Ed’s son was named George, and his daughter has kept the Carmack name after marriage.
He and his wife, Chris, flew to Anchorage and went up to Denali and then worked their was down to take the last leg of their tour on the Inside Passage.
They tried to figure a way to get to Carmacks in the Yukon, but renting a car was too expensive and there aren’t many tour buses that go that way. Maybe next time, they said.
“In Denali, the mountain was in clouds, but then it cleared – only the eighth time it did this year,” he said. “And we saw wolves howling, something the tour guide said he’s only seen two times. We were lucky.”
“That’s the Carmack luck,” said Karl Gurcke, historian for the National Park Service, who came out to meet the Carmacks and answer any of their questions. –DL

Familiar voice, face enchanted crowd at local saloon

Many characters wash up on our shores, but none as entertaining as Dallas McKennon. You’ve heard him on TV, seen him on the big screen. Probably never knew it. He’s just one of those versatile character actors who labors in obscurity.

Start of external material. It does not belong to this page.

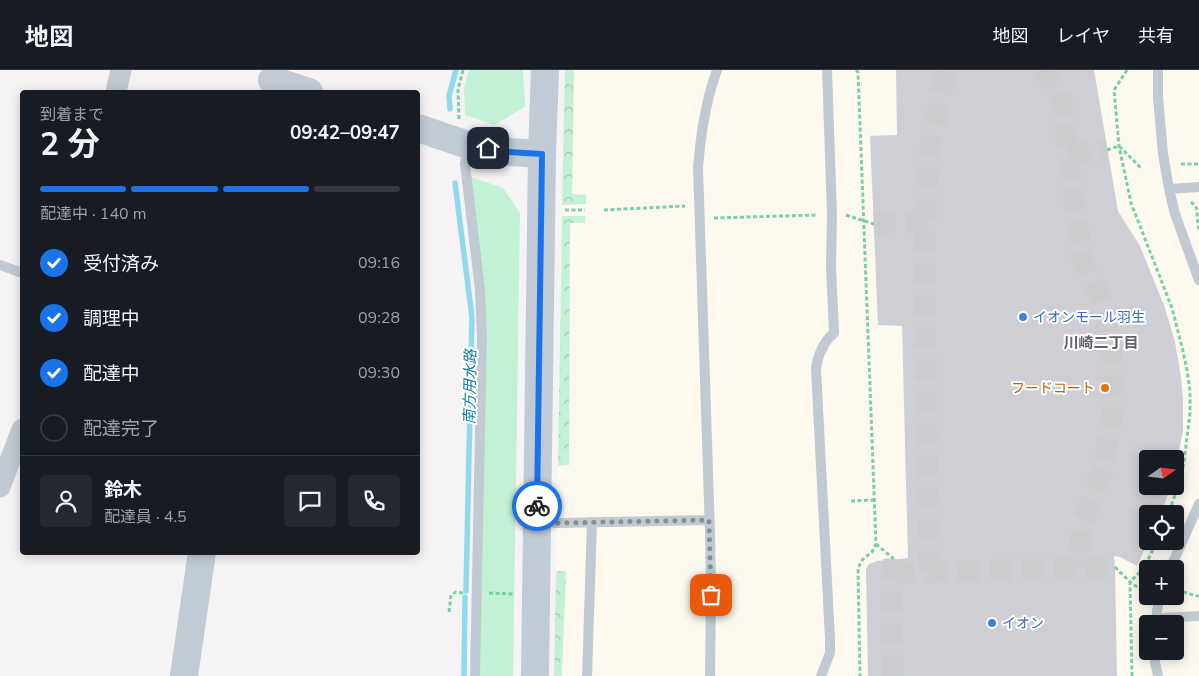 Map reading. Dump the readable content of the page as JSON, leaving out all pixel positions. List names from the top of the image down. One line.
{"districts":["川崎二丁目"],"water":["南方用水路"],"places":["イオンモール羽生","フードコート","イオン"],"north":"right","page":{"header":"地図","nav":["地図","レイヤ","共有"],"heading":["2 分","到着まで","09:42–09:47"],"panel":["鈴木","配達員 · 4.5"],"bar":"配達中 · 140 m","list":[["受付済み","09:16"],["調理中","09:28"],["配達中","09:30"],"配達完了"],"map_buttons":["+","−"]}} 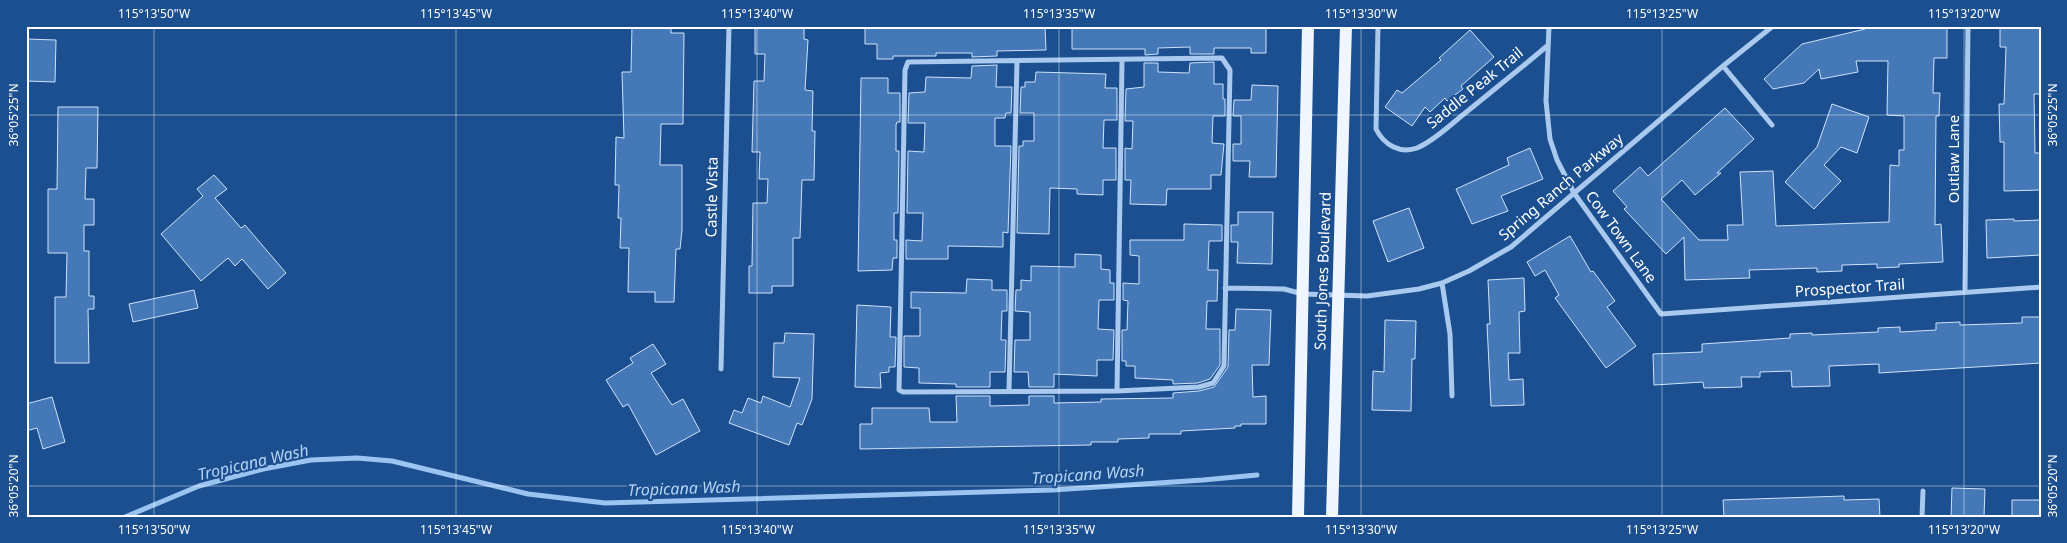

He was the voice of the cartoon character Gumby, the tough dog and the Chihuahua in “The Lady and the Tramp,” the voice of Archie on the Saturday morning cartoon show; the voice of Goliath in this fall’s “Davey and Goliath,” he was the storekeeper on the “Daniel Boone Show,” the cook in the movie “The Birds,” and more.
“I was the cook who saw a guy lighting a cigar as a pool of gas washed to his feet,” he said while in town Sept. 18. “‘Don’t light that cigar,’ I screamed, and then there was the explosion.”
McKennon may be a Californian, but he has history here in Alaska. His mother helped drive a herd of cattle from Cordova to Fairbanks in 1914, one of two women on the drive. He worked on drilling the Whittier Tunnel, and the engineer on that project, Anton A. Anderson, was the one who got him hooked on Robert Service.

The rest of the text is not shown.